Documentation
¶
Overview ¶
Package dynamicmatmul provides compile-once ANE matmul kernels with runtime-provided weights.
It stages activations and weights into a single ANE input surface, then evaluates y = x*w without recompiling when w changes.
Index ¶
- type EvalStats
- type Executor
- func (e *Executor) Close()
- func (e *Executor) CopyOutputToInput(dst *model.Kernel, dstInput, dstChannel int) error
- func (e *Executor) Eval(x, w []float32) ([]float32, error)
- func (e *Executor) EvalCF(xCF []float32) (EvalStats, error)
- func (e *Executor) EvalCFHW(xCF []float32) (uint64, error)
- func (e *Executor) EvalCFIOInto(dstCF, xCF []float32) (EvalStats, error)
- func (e *Executor) EvalCFIOIntoHW(dstCF, xCF []float32) (uint64, error)
- func (e *Executor) EvalInto(dst, x, w []float32) (EvalStats, error)
- func (e *Executor) EvalOneHotIOInto(dst []float32, xs []int) (EvalStats, error)
- func (e *Executor) EvalOneHotIOIntoHW(dst []float32, xs []int) (uint64, error)
- func (e *Executor) EvalWithStats(x, w []float32) ([]float32, EvalStats, error)
- func (e *Executor) PrimeWeightsIO(wIO []float32) error
- func (e *Executor) ReadOutputCF(dstCF []float32) error
- func (e *Executor) UpdateWeightsIORows(wIO []float32, rows []int) error
- type Options
Constants ¶
This section is empty.
Variables ¶
This section is empty.
Functions ¶
This section is empty.
Types ¶
type Executor ¶
type Executor struct {
// contains filtered or unexported fields
}
Executor evaluates row-major y = x*w with runtime-provided weights.
x has shape [batch, inDim], w has shape [inDim, outDim], and the result has shape [batch, outDim]. The executor compiles once for a fixed shape and rewrites the packed input surface on each evaluation.
func (*Executor) CopyOutputToInput ¶
CopyOutputToInput copies the last evaluated output tensor into a destination kernel input without converting through Go-managed float buffers.
func (*Executor) EvalCF ¶
EvalCF evaluates a channel-first input tensor against previously primed weights and leaves the output resident in the ANE output surfaces.
xCF has shape [inDim, batch].
func (*Executor) EvalCFHW ¶
EvalCFHW evaluates a channel-first input tensor against previously primed weights and returns only aggregate hardware execution time.
func (*Executor) EvalCFIOInto ¶
EvalCFIOInto evaluates a channel-first input tensor into a channel-first output tensor using previously primed weights.
xCF has shape [inDim, batch] and dstCF has shape [outDim, batch].
func (*Executor) EvalCFIOIntoHW ¶
EvalCFIOIntoHW evaluates a channel-first input tensor into a channel-first output tensor using previously primed weights and returns only aggregate hardware execution time.
func (*Executor) EvalOneHotIOInto ¶
EvalOneHotIOInto computes y = x*w for one-hot activations encoded by xs and a previously primed IO-layout weight matrix.
xs holds at most batch token ids in [0, inDim).

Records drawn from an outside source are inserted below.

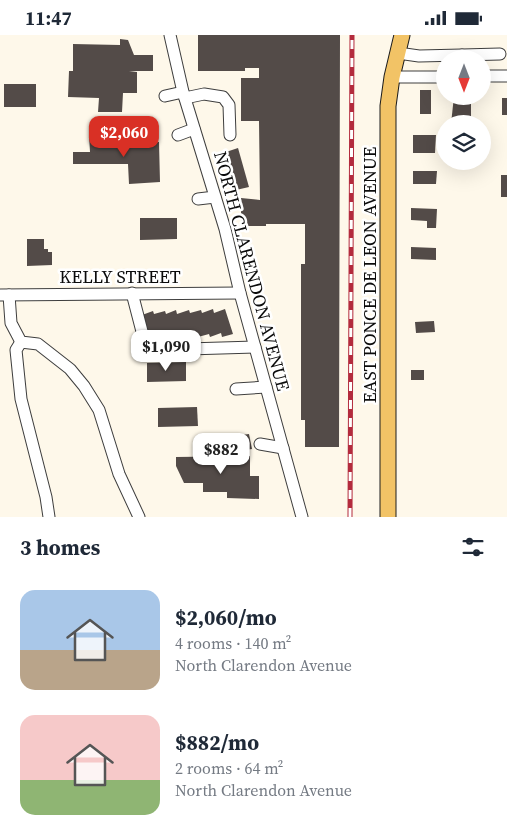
<!DOCTYPE html>
<meta charset="utf-8">
<style>
body{margin:0;font-family:"Source Serif 4",serif;background:#f2f2f3;color:#1f2937;height:100vh;display:flex;flex-direction:column;font-size:19px;white-space:nowrap}
*{box-sizing:border-box;margin:0}
p{font-size:16px;color:#747a83}
.icon{flex:none;width:28px;height:28px;fill:none;stroke:currentColor;stroke-width:2;stroke-linecap:round;stroke-linejoin:round}
.map{position:relative;height:482px;overflow:hidden}
.drawer{display:flex;flex-direction:column;background:#fff;flex:1}
.drawer>*{flex:none}
.needle{width:32px;rotate:180deg}
.buttons{position:absolute;left:436px;top:15px;display:grid;gap:10px}
.buttons a{display:grid;place-items:center;width:55px;height:55px;border-radius:50%;background:#fff;box-shadow:0 5px 20px #0002;font-size:25px}
.price{position:absolute;translate:-50% -42px;padding:0 11px;border-radius:10px;background:#fff;color:#222;font-size:16px;line-height:32px;filter:drop-shadow(0 1px 2px #0008)}
.price::after{content:'';position:absolute;left:50%;top:30px;width:15px;height:11px;margin-left:-8px;background:inherit;clip-path:polygon(0 0,100% 0,50% 100%)}
.price.selected{background:#d93025;color:#fff}
ul{padding:0;list-style:none}
li{display:flex;align-items:center;gap:15px;height:125px;padding:0 20px}
li span{display:grid;place-items:center;flex:none;width:140px;height:100px;border-radius:15px;color:#555}
li>.icon{margin-inline-start:auto}
span .icon{width:60px;height:60px;fill:#fffc;stroke-width:1}
li b{font-size:21px}
h2{display:flex;justify-content:space-between;align-items:center;height:60px;padding:0 20px;font-size:21px}
.status{display:flex;justify-content:space-between;align-items:center;height:35px;padding:0 25px;background:#fff;direction:ltr}
.status svg{height:14px;fill:currentColor}
.map>svg:first-child{display:block}
</style>
<div class="status"><b>11:47</b><svg viewBox="0 0 49 12"><path d="M0 12V9h3v3zM5 12V6h3v6zM10 12V3h3v9zM15 12V0h3v12zM26 1h20v11H26zM47 4h2v5h-2z"/></svg></div>
<div class="map">
<svg width="507" height="482" viewBox="0 0 507 482">
<rect width="100%" height="100%" fill="#fef8ea"/>
<g fill="#534b48">
<polygon points="198,0 340,0 339,412 305,412 305,385 301,385 301,229 305,229 305,189 266,189 266,191 241,191 241,163 260,165 259,86 241,86 241,43 259,43 259,33 245,33 245,36 198,36"/>
<polygon points="120,4 128,5 134,20 153,20 153,36 129,36 137,37 137,58 123,58 122,77 98,77 99,63 68,62 69,36 73,36 73,9 120,10"/>
<rect x="4" y="49" width="32" height="23"/>
<rect x="420" y="55" width="11" height="24"/>
<polygon points="454,61 471,61 471,89 451,89"/>
<rect x="502" y="63" width="5" height="17"/>
<polygon points="89,100 112,100 112,108 159,107 160,147 129,149 128,129 73,129 73,117 90,117"/>
<polygon points="413,100 436,100 435,118 413,118"/>
<polygon points="238,113 249,152 236,155 226,117"/>
<polygon points="413,136 437,136 436,149 413,149"/>
<rect x="501" y="140" width="6" height="22"/>
<polygon points="411,173 437,174 436,193 427,193 427,186 411,185"/>
<polygon points="140,183 177,183 177,204 140,205"/>
<polygon points="27,204 44,204 44,214 48,214 48,217 52,217 52,230 27,231"/>
<polygon points="411,212 436,213 436,225 411,224"/>
<polygon points="213,274 214,278 225,274 233,299 222,302 221,298 210,302 209,299 198,302 197,299 186,303 185,300 174,303 173,300 162,303 161,300 149,304 142,280 153,276 154,279 165,276 166,279 176,275 177,279 189,275 190,278 201,275 202,278"/>
<polygon points="434,286 435,297 416,298 415,287"/>
<polygon points="186,327 186,346 147,347 147,328"/>
<rect x="411" y="335" width="13" height="10"/>
<polygon points="197,372 198,391 158,392 158,373"/>
<polygon points="249,399 252,414 215,419 213,404"/>
<polygon points="250,421 250,441 259,441 259,464 227,463 227,457 203,457 203,448 184,448 176,431 176,422"/>
</g>
<g fill="none" stroke-linecap="round" stroke-linejoin="round">
<defs>
<g id="minor">
<polyline points="170,0 183,57 225,194 240,258 302,482"/>
<polyline points="398,18 419,21 462,20 462,24"/>
<polyline points="462,20 500,19"/>
<polyline points="482,41 507,41"/>
<polyline points="392,42 445,42"/>
<polyline points="165,61 183,57"/>
<polyline points="185,63 204,59 223,62 229,70 230,100"/>
<polyline points="178,100 194,94"/>
<polyline points="198,164 215,162"/>
<polyline points="132,258 145,308 154,315 255,312"/>
<polyline points="0,260 240,258"/>
<polyline points="9,260 11,288 21,307 38,309 70,334 84,351 99,375 119,439 139,482"/>
<polyline points="21,307 16,315 21,364 46,462 49,482"/>
<polyline points="236,354 266,352"/>
<polyline points="260,409 283,413"/>
</g>
<polyline id="major" points="388,482 388,71 392,42 402,0"/>
</defs>
<use href="#minor" stroke="#3e3e3e" stroke-width="13"/>
<use href="#major" stroke="#1c1c1c" stroke-width="17"/>
<use href="#minor" stroke="#fff" stroke-width="11"/>
<use href="#major" stroke="#f2c366" stroke-width="15"/>
<defs>
<polyline id="rail" points="350,482 352,0"/>
</defs>
<use href="#rail" stroke="#b32b3d" stroke-width="5"/>
<use href="#rail" stroke="#fff" stroke-width="3" stroke-dasharray="9" stroke-linecap="butt"/>
</g>
<g text-anchor="middle" dominant-baseline="central" stroke-width="5" stroke-linejoin="round" paint-order="stroke">
<g font-size="18" fill="#0b0b0b" stroke="#fff">
<text transform="translate(252 236) rotate(75)">NORTH CLARENDON AVENUE</text>
<text transform="translate(369 240) rotate(-90)">EAST PONCE DE LEON AVENUE</text>
<text x="120" y="241">KELLY STREET</text>
</g>
</g>
</svg>
<div class="buttons">
<a><svg class="needle" viewBox="-14 -14 28 28"><path d="M0-13l5 13h-10z" fill="#e53935"/><path d="M0 13l5-13h-10z" fill="#747a83"/></svg></a>
<a><svg class="icon" aria-label="layers" viewBox="0 0 24 24"><path d="M12 4l9 5-9 5-9-5zM3 14l9 5 9-5"/></svg></a>
</div>
<b class="price selected" style="left:124px;top:123px">$2,060</b>
<b class="price" style="left:166px;top:337px">$1,090</b>
<b class="price" style="left:221px;top:440px">$882</b>
</div>
<section class="drawer">
<h2>3 homes<svg class="icon" aria-label="filters" viewBox="0 0 24 24"><path d="M4 7h16M4 17h16"/><circle cx="9" cy="7" r="2"/><circle cx="15" cy="17" r="2"/></svg></h2>
<ul>
<li><span style="background:linear-gradient(#a9c7e8 60%,#b9a48a 0)"><svg class="icon" aria-label="home" viewBox="0 0 24 24"><path d="M3 11l9-7 9 7M6 9v11h12V9"/></svg></span><div><b>$2,060/mo</b><p>4 rooms · 140 m²</p><p>North Clarendon Avenue</p></div></li>
<li><span style="background:linear-gradient(#f6c9c9 65%,#8fb573 0)"><svg class="icon" aria-label="home" viewBox="0 0 24 24"><path d="M3 11l9-7 9 7M6 9v11h12V9"/></svg></span><div><b>$882/mo</b><p>2 rooms · 64 m²</p><p>North Clarendon Avenue</p></div></li>
</ul>
</section>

Position t selects the input row for batch element t. Remaining batch positions are treated as zero input.
func (*Executor) EvalOneHotIOIntoHW ¶
EvalOneHotIOIntoHW computes y = x*w for one-hot activations encoded by xs and a previously primed IO-layout weight matrix, returning only aggregate hardware execution time.

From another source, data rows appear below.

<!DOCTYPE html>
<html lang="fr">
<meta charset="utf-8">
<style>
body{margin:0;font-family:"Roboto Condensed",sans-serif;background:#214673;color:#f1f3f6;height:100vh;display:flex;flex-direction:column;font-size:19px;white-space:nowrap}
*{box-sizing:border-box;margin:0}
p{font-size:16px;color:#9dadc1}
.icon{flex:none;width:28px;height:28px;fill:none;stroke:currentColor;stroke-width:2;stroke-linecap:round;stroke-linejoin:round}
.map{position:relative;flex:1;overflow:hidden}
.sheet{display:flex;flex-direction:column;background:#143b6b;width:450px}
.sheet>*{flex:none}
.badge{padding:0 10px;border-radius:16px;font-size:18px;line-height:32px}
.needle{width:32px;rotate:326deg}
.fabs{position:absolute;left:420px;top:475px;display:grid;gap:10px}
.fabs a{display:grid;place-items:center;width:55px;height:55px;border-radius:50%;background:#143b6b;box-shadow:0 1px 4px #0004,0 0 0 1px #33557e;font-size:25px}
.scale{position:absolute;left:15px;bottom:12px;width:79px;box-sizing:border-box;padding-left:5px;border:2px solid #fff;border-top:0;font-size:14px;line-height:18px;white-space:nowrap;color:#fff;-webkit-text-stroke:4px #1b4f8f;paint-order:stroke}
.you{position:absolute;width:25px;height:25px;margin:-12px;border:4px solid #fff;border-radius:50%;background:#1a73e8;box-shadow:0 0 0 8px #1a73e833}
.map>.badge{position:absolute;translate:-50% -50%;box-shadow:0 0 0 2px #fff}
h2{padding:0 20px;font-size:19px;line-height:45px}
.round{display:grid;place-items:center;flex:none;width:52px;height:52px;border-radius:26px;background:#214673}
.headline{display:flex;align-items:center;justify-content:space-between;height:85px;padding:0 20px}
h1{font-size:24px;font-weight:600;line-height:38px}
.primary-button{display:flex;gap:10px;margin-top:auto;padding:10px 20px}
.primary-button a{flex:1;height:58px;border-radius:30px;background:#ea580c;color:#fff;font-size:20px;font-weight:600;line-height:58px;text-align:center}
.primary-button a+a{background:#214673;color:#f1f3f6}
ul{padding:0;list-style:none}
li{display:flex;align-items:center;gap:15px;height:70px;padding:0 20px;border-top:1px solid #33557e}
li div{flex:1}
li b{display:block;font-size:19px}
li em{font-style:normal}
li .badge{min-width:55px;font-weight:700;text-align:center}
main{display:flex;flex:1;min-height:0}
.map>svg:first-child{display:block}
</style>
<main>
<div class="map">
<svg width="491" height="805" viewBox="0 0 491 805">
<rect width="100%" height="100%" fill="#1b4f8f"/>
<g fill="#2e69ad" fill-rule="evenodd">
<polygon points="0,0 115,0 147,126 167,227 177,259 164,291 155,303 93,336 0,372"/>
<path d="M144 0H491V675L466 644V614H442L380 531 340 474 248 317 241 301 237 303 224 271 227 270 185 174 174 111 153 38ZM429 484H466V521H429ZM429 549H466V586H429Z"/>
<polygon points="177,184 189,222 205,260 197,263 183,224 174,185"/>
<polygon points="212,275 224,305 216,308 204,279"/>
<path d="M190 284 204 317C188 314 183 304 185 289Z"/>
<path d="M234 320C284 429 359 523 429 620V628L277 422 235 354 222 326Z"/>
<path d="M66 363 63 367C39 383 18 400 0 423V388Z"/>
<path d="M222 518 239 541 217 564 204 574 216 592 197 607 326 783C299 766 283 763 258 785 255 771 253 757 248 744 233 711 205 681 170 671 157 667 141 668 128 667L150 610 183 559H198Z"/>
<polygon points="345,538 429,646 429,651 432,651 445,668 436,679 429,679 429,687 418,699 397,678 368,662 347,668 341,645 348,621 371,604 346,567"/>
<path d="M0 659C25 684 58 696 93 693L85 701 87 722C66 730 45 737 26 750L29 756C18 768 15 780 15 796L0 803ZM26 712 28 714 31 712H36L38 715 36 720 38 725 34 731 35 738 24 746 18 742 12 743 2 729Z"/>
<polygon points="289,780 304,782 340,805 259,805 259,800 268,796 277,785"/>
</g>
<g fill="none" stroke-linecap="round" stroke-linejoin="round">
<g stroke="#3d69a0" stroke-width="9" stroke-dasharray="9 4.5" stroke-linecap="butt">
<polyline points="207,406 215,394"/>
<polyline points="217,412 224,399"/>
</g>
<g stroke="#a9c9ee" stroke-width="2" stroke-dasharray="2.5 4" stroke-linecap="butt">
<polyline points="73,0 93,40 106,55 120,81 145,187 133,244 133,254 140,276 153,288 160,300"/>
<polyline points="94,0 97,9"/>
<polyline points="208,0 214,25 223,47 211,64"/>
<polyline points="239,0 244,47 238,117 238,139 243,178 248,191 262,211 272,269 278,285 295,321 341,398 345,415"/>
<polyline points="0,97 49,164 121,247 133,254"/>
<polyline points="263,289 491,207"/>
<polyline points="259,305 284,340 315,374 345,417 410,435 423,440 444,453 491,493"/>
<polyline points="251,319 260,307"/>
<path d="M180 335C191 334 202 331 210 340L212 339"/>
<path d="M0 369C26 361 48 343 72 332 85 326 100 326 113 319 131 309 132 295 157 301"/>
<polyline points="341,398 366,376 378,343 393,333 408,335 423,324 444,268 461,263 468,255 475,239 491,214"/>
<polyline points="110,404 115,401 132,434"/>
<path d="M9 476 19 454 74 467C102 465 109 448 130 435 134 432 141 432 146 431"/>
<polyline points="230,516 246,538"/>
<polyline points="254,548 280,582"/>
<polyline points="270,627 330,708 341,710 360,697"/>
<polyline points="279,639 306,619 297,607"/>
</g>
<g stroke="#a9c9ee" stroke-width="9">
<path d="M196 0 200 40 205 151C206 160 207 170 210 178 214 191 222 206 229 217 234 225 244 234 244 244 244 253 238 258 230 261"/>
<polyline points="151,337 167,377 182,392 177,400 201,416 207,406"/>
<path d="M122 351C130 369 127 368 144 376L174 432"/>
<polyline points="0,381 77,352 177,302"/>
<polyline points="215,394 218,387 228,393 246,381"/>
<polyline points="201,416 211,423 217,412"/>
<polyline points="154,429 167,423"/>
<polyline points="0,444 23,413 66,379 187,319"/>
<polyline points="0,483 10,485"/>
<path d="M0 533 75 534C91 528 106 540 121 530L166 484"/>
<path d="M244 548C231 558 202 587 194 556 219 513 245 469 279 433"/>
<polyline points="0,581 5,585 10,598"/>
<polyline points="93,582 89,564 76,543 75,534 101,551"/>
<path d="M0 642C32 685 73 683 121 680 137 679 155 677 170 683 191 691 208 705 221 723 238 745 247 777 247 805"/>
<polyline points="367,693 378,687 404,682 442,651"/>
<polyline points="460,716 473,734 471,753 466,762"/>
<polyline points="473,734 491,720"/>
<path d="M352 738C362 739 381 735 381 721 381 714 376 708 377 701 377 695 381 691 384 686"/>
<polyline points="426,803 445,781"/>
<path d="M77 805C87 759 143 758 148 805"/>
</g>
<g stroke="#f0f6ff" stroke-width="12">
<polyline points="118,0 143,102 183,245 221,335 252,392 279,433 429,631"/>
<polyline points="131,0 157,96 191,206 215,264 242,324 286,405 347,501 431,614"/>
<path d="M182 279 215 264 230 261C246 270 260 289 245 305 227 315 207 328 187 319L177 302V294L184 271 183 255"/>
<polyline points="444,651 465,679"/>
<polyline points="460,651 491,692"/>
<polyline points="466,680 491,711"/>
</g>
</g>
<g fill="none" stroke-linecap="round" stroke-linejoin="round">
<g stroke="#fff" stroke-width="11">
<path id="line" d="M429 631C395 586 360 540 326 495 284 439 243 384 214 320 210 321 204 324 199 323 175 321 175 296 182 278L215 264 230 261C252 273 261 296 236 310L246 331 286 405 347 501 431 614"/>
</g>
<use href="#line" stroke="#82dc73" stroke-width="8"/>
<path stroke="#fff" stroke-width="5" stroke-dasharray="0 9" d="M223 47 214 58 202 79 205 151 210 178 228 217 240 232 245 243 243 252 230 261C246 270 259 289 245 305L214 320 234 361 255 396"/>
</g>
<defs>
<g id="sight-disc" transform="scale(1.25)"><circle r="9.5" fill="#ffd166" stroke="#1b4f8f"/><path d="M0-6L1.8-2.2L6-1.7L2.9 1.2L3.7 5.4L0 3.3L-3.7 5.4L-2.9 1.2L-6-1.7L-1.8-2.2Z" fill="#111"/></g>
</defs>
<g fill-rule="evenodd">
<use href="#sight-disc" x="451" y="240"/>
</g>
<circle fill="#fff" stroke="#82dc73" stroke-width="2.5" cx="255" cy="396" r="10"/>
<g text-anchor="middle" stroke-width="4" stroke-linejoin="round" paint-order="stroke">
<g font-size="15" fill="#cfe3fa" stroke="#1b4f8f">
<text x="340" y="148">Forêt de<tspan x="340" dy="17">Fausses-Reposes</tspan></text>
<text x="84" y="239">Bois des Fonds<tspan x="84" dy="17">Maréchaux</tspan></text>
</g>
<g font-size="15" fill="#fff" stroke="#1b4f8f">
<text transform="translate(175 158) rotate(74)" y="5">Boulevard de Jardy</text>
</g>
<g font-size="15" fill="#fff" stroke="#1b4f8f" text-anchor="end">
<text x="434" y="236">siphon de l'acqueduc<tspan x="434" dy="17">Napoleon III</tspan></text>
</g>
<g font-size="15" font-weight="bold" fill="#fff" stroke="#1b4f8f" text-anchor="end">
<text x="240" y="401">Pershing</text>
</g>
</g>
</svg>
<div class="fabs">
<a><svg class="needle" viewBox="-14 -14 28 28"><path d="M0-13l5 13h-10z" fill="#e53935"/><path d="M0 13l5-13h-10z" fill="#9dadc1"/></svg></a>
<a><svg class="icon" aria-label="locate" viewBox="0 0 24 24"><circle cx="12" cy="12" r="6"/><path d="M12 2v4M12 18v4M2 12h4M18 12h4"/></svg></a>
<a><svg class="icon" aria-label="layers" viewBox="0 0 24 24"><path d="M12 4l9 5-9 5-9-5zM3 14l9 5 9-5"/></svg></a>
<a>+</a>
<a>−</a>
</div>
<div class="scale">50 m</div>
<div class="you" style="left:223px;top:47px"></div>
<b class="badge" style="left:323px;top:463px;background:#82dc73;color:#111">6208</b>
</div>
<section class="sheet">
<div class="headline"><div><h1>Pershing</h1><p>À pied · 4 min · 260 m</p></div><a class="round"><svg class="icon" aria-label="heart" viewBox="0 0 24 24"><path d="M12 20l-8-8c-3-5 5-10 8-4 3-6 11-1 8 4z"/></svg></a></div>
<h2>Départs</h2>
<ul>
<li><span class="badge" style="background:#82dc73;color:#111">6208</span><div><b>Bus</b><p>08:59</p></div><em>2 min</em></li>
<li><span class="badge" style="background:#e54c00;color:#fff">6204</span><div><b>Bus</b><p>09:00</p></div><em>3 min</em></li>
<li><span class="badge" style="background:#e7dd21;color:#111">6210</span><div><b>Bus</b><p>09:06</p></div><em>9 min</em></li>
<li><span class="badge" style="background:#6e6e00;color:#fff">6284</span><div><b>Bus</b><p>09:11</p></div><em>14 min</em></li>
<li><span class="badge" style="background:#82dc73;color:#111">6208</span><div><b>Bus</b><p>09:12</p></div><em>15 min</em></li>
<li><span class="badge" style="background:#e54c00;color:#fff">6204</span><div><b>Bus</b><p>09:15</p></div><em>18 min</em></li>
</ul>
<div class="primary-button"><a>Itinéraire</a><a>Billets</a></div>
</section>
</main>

func (*Executor) EvalWithStats ¶
EvalWithStats computes y = x*w and returns a new output slice plus timing.
func (*Executor) PrimeWeightsIO ¶
PrimeWeightsIO copies the full IO-layout weight matrix into the cached ANE input buffers. wIO must be laid out as [inDim, outDim].
func (*Executor) ReadOutputCF ¶
ReadOutputCF reads the last evaluated output tensor in channel-first order.
dstCF has shape [outDim, batch].
type Options ¶
type Options struct {
QoS uint32
// TileOut forces output-channel tiling when > 0.
//
// Each tile compiles a separate kernel with output width <= TileOut.
// When TileOut == 0, New first tries a single full-width kernel and
// falls back to tiling only if full-width compilation fails.
TileOut int
}
Options configures executor creation.